*** Opening of DATA EXTRACT ***
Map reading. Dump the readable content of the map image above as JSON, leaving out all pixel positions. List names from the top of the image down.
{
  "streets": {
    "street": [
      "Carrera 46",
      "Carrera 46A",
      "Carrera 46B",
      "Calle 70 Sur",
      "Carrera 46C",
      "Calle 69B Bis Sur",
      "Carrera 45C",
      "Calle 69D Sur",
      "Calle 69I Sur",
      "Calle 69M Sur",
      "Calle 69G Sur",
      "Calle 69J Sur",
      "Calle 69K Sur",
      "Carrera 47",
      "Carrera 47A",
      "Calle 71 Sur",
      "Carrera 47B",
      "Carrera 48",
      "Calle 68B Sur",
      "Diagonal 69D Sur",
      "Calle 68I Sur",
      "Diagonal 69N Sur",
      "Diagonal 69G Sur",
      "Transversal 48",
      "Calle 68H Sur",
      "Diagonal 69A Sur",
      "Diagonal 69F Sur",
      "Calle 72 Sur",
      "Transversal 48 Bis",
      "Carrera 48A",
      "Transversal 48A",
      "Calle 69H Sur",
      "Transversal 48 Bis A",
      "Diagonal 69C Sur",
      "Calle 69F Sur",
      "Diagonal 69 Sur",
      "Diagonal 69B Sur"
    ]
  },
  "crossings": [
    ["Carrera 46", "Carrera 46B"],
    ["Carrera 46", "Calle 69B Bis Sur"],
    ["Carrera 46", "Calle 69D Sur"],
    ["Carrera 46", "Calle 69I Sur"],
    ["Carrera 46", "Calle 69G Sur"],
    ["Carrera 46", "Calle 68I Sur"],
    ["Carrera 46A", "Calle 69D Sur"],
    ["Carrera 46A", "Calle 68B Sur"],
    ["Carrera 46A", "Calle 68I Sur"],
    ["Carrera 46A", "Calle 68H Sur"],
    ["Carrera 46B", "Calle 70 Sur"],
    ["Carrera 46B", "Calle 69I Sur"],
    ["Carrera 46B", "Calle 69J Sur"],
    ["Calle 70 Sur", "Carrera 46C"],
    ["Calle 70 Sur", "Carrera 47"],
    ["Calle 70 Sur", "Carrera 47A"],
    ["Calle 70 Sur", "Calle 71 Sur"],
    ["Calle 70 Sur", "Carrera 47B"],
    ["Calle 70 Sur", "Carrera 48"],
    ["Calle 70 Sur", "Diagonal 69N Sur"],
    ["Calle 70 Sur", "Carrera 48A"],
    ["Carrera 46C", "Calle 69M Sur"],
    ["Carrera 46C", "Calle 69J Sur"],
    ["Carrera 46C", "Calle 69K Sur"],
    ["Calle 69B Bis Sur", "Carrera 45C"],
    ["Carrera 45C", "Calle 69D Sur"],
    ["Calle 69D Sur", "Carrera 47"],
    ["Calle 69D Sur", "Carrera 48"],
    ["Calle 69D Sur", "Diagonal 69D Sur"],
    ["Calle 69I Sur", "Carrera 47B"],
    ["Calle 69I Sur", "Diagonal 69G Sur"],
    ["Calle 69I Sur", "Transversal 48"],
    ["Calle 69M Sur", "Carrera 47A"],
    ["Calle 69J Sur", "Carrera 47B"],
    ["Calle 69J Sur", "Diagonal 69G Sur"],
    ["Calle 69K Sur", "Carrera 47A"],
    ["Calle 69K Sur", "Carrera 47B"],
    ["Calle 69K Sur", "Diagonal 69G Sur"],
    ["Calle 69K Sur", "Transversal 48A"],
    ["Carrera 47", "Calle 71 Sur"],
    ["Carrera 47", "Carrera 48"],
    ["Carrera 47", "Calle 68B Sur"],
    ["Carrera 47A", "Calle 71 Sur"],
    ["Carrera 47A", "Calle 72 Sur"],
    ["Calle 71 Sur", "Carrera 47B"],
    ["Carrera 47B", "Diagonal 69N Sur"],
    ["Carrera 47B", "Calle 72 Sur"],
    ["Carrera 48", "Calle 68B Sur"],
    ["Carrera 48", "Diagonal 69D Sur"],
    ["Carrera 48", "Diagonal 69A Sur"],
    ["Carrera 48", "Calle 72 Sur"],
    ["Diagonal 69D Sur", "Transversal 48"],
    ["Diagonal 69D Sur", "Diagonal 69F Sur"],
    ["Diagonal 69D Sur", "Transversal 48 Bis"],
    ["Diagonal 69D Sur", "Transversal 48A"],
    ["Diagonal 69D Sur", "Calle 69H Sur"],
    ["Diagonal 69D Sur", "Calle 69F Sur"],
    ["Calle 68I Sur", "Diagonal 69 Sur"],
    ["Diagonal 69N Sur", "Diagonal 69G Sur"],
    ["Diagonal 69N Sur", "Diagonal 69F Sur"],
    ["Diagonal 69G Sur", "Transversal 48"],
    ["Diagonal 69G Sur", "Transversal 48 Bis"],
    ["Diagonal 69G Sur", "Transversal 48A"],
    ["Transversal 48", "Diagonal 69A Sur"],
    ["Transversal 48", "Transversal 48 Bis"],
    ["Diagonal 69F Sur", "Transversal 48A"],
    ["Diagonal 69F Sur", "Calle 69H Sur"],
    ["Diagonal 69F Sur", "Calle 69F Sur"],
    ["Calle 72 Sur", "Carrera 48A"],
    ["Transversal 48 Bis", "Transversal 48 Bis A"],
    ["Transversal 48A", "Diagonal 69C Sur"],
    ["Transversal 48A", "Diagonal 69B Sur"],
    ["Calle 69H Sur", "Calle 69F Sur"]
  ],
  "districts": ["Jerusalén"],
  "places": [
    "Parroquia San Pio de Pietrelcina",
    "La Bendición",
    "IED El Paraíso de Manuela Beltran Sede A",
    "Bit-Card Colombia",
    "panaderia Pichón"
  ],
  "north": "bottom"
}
*** Close of DATA EXTRACT ***
## DESCRIPTION OF THE TASK
Would you transcribe the entire listing above without any deviation?

## WRITTEN REPLY
Map reading. Dump the readable content of the map image above as JSON, leaving out all pixel positions. List names from the top of the image down.
{
  "streets": {
    "street": [
      "Carrera 46",
      "Carrera 46A",
      "Carrera 46B",
      "Calle 70 Sur",
      "Carrera 46C",
      "Calle 69B Bis Sur",
      "Carrera 45C",
      "Calle 69D Sur",
      "Calle 69I Sur",
      "Calle 69M Sur",
      "Calle 69G Sur",
      "Calle 69J Sur",
      "Calle 69K Sur",
      "Carrera 47",
      "Carrera 47A",
      "Calle 71 Sur",
      "Carrera 47B",
      "Carrera 48",
      "Calle 68B Sur",
      "Diagonal 69D Sur",
      "Calle 68I Sur",
      "Diagonal 69N Sur",
      "Diagonal 69G Sur",
      "Transversal 48",
      "Calle 68H Sur",
      "Diagonal 69A Sur",
      "Diagonal 69F Sur",
      "Calle 72 Sur",
      "Transversal 48 Bis",
      "Carrera 48A",
      "Transversal 48A",
      "Calle 69H Sur",
      "Transversal 48 Bis A",
      "Diagonal 69C Sur",
      "Calle 69F Sur",
      "Diagonal 69 Sur",
      "Diagonal 69B Sur"
    ]
  },
  "crossings": [
    ["Carrera 46", "Carrera 46B"],
    ["Carrera 46", "Calle 69B Bis Sur"],
    ["Carrera 46", "Calle 69D Sur"],
    ["Carrera 46", "Calle 69I Sur"],
    ["Carrera 46", "Calle 69G Sur"],
    ["Carrera 46", "Calle 68I Sur"],
    ["Carrera 46A", "Calle 69D Sur"],
    ["Carrera 46A", "Calle 68B Sur"],
    ["Carrera 46A", "Calle 68I Sur"],
    ["Carrera 46A", "Calle 68H Sur"],
    ["Carrera 46B", "Calle 70 Sur"],
    ["Carrera 46B", "Calle 69I Sur"],
    ["Carrera 46B", "Calle 69J Sur"],
    ["Calle 70 Sur", "Carrera 46C"],
    ["Calle 70 Sur", "Carrera 47"],
    ["Calle 70 Sur", "Carrera 47A"],
    ["Calle 70 Sur", "Calle 71 Sur"],
    ["Calle 70 Sur", "Carrera 47B"],
    ["Calle 70 Sur", "Carrera 48"],
    ["Calle 70 Sur", "Diagonal 69N Sur"],
    ["Calle 70 Sur", "Carrera 48A"],
    ["Carrera 46C", "Calle 69M Sur"],
    ["Carrera 46C", "Calle 69J Sur"],
    ["Carrera 46C", "Calle 69K Sur"],
    ["Calle 69B Bis Sur", "Carrera 45C"],
    ["Carrera 45C", "Calle 69D Sur"],
    ["Calle 69D Sur", "Carrera 47"],
    ["Calle 69D Sur", "Carrera 48"],
    ["Calle 69D Sur", "Diagonal 69D Sur"],
    ["Calle 69I Sur", "Carrera 47B"],
    ["Calle 69I Sur", "Diagonal 69G Sur"],
    ["Calle 69I Sur", "Transversal 48"],
    ["Calle 69M Sur", "Carrera 47A"],
    ["Calle 69J Sur", "Carrera 47B"],
    ["Calle 69J Sur", "Diagonal 69G Sur"],
    ["Calle 69K Sur", "Carrera 47A"],
    ["Calle 69K Sur", "Carrera 47B"],
    ["Calle 69K Sur", "Diagonal 69G Sur"],
    ["Calle 69K Sur", "Transversal 48A"],
    ["Carrera 47", "Calle 71 Sur"],
    ["Carrera 47", "Carrera 48"],
    ["Carrera 47", "Calle 68B Sur"],
    ["Carrera 47A", "Calle 71 Sur"],
    ["Carrera 47A", "Calle 72 Sur"],
    ["Calle 71 Sur", "Carrera 47B"],
    ["Carrera 47B", "Diagonal 69N Sur"],
    ["Carrera 47B", "Calle 72 Sur"],
    ["Carrera 48", "Calle 68B Sur"],
    ["Carrera 48", "Diagonal 69D Sur"],
    ["Carrera 48", "Diagonal 69A Sur"],
    ["Carrera 48", "Calle 72 Sur"],
    ["Diagonal 69D Sur", "Transversal 48"],
    ["Diagonal 69D Sur", "Diagonal 69F Sur"],
    ["Diagonal 69D Sur", "Transversal 48 Bis"],
    ["Diagonal 69D Sur", "Transversal 48A"],
    ["Diagonal 69D Sur", "Calle 69H Sur"],
    ["Diagonal 69D Sur", "Calle 69F Sur"],
    ["Calle 68I Sur", "Diagonal 69 Sur"],
    ["Diagonal 69N Sur", "Diagonal 69G Sur"],
    ["Diagonal 69N Sur", "Diagonal 69F Sur"],
    ["Diagonal 69G Sur", "Transversal 48"],
    ["Diagonal 69G Sur", "Transversal 48 Bis"],
    ["Diagonal 69G Sur", "Transversal 48A"],
    ["Transversal 48", "Diagonal 69A Sur"],
    ["Transversal 48", "Transversal 48 Bis"],
    ["Diagonal 69F Sur", "Transversal 48A"],
    ["Diagonal 69F Sur", "Calle 69H Sur"],
    ["Diagonal 69F Sur", "Calle 69F Sur"],
    ["Calle 72 Sur", "Carrera 48A"],
    ["Transversal 48 Bis", "Transversal 48 Bis A"],
    ["Transversal 48A", "Diagonal 69C Sur"],
    ["Transversal 48A", "Diagonal 69B Sur"],
    ["Calle 69H Sur", "Calle 69F Sur"]
  ],
  "districts": ["Jerusalén"],
  "places": [
    "Parroquia San Pio de Pietrelcina",
    "La Bendición",
    "IED El Paraíso de Manuela Beltran Sede A",
    "Bit-Card Colombia",
    "panaderia Pichón"
  ],
  "north": "bottom"
}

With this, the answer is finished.